La risoluzione finale del vertice ha quasi annunciato un cambio d’epoca, mirando alla fine dell'egemonia del dollaro nel commercio e nella finanza internazionale. Il presidente sudafricano Cyril Ramaphosa ha affermato che l’allargamento ha riunito i paesi “che condividono il desiderio comune di un ordine mondiale più equilibrato”; Il presidente cinese Xi Jinping ha dichiarato: “Difendiamo insieme il nostro diritto allo sviluppo e andiamo in tandem verso la modernizzazione".
Questo rinnovamento tanto pubblicizzato dei BRICS ha suscitato discussioni e illusioni in alcuni ambienti alla ricerca di sostenitori in grado di contrastare il dominio americano. Ma dopo queste clamorose dichiarazioni, la guerra in Medio Oriente ha messo in evidenza le differenze tra i membri di questo sodalizio costituito alla bell’e meglio, dall’India allineata sulle posizioni americane fino ad arrivare al Sudafrica filo-palestinese. L'Argentina, dopo le elezioni presidenziali che hanno portato al potere Javier Milei, ha annunciato che il paese non avrebbe più aderito al gruppo e si sarebbe unito al campo del dollaro e degli Stati Uniti. Questa unione appare sempre più chiaramente come uno strumento per la Cina, il cui Pil rappresenta il 70% dell’insieme, e per la Russia, che presiederà il prossimo vertice, per costruire alleanze idonee a fronteggiare l’aggravamento della pressione imperialista e in particolare di quella americana. Quanto alle promesse di uno sviluppo economico che metta in discussione la dittatura del dollaro, non sono altro che parole. In realtà, i BRICS sono un’alleanza di circostanza di paesi che affermano di resistere alla dominazione americana, ma che non sono un blocco, né politico né economico.
Multipolarità, o allineamento momentaneo dietro Cina e Russia?
Quello formato dai BRICS non è un'istituzione come la NATO o l'Unione Europea, ma un gruppo di paesi inizialmente creato dagli ambienti finanziari: nel 2001, Jim O'Neill, allora uno dei direttori della banca americana Goldman Sachs e futuro Ministro del Tesoro britannico, ne faceva la pubblicità presso gli investitori. Vedeva Brasile, Russia, India e Cina come mercati promettenti, “emergenti” nel gergo economico. A quel tempo, le istituzioni finanziarie crearono “fondi BRICS” che furono redditizi per alcuni anni, grazie all’aumento dei prezzi delle materie prime negli anni 2000. Molti di questi paesi registrarono una crescita rapida, e addirittura spettacolare, del proprio Pil. L'India fu uno di questi.

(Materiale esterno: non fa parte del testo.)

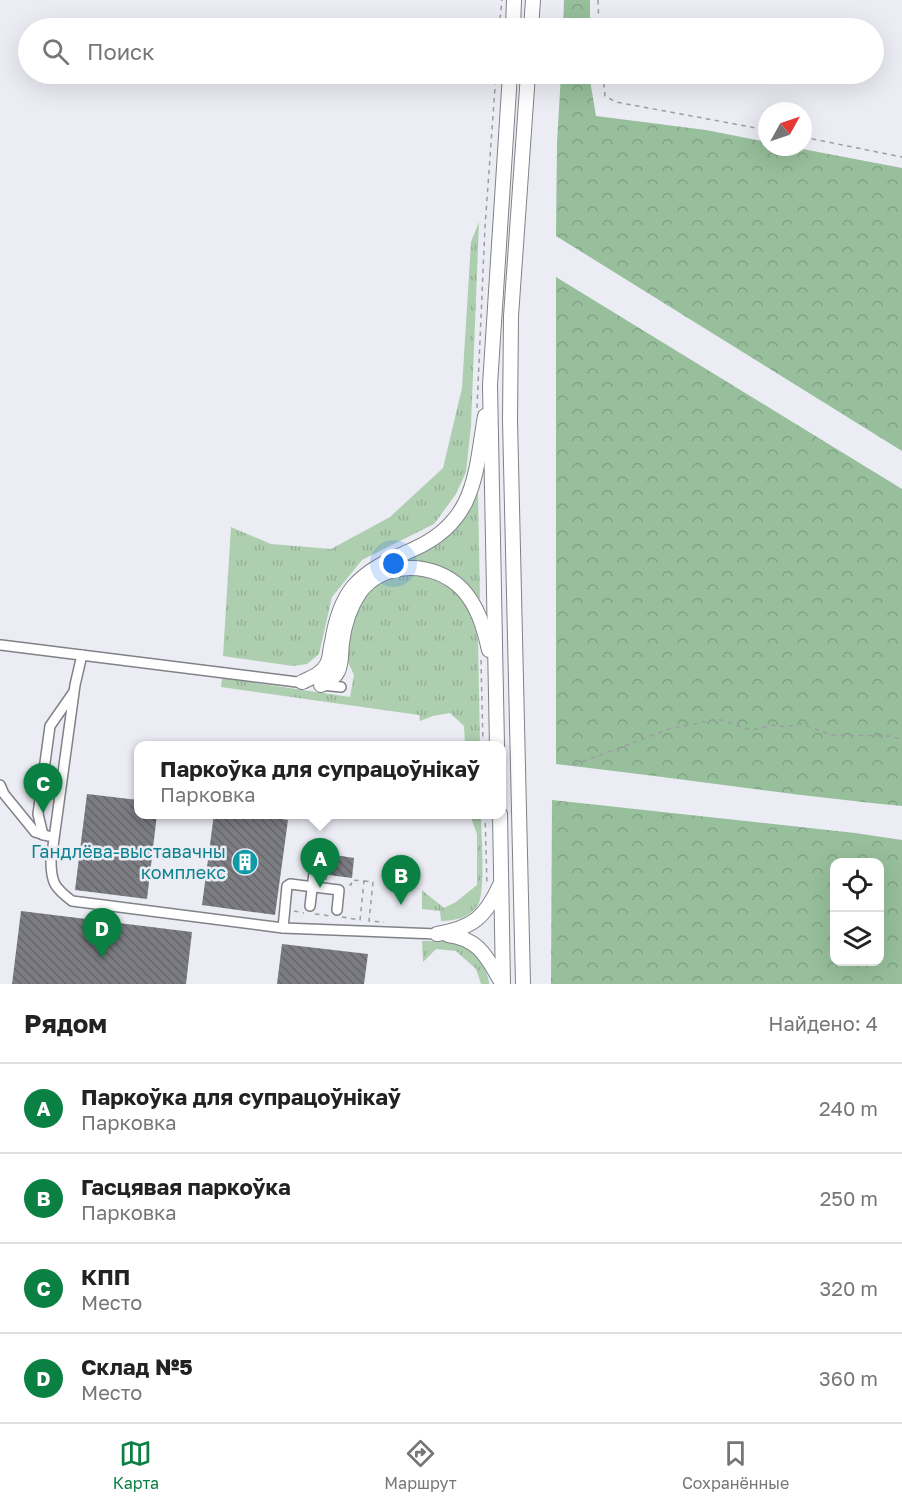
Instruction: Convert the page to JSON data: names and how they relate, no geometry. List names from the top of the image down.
{
  "places": {
    "building": ["Гандлёва-выставачны комплекс"]
  },
  "north": "top right",
  "page": {
    "search": "Поиск",
    "popup": ["Паркоўка для супрацоўнікаў", "Парковка"],
    "pins": [
      "C",
      "A",
      "B",
      "D"
    ],
    "heading": ["Рядом", "Найдено: 4"],
    "list": [
      {
        "mark": "A",
        "name": "Паркоўка для супрацоўнікаў",
        "note": "Парковка",
        "value": "240 m"
      },
      {
        "mark": "B",
        "name": "Гасцявая паркоўка",
        "note": "Парковка",
        "value": "250 m"
      },
      {
        "mark": "C",
        "name": "КПП",
        "note": "Место",
        "value": "320 m"
      },
      {
        "mark": "D",
        "name": "Склад №5",
        "note": "Место",
        "value": "360 m"
      }
    ],
    "nav": ["Карта", "Маршрут", "Сохранённые"]
  }
}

Un primo incontro si svolse nel 2006 e un vertice annuale a partire dal 2009. Con l’incorporazione del Sudafrica nel 2010, fecero proprio l’acronimo BRICS.
Ma la crisi finanziaria del 2008 e il calo dei prezzi delle materie prime hanno posto fine a un decennio di attivi finanziari e di bilancio. Infatti se le loro economie non sono completamente simili, i grandi Paesi del gruppo BRICS, oltre a raccogliere più di 3,2 miliardi di abitanti, sono tutti grandi esportatori di prodotti non lavorati o semilavorati. In quanto tali, costituiscono importanti fonti per le importazioni dei paesi imperialisti, ma la loro economia dipende fortemente dalle fluttuazioni dei prezzi mondiali delle materie prime, motivo per cui vengono talvolta descritti come “potenze povere”. In Brasile, ad esempio, quasi la metà delle esportazioni nel 2020 consisteva in prodotti primari, come soia, olio e zucchero di canna. Prima dello scoppio della guerra in Ucraina, i proventi derivanti dallo sfruttamento del petrolio e del gas rappresentavano il 45% del bilancio federale russo. Nel 2021, l’attività mineraria costituiva l’8,7% del PIL del Sudafrica, uno dei maggiori produttori di oro e platino al mondo.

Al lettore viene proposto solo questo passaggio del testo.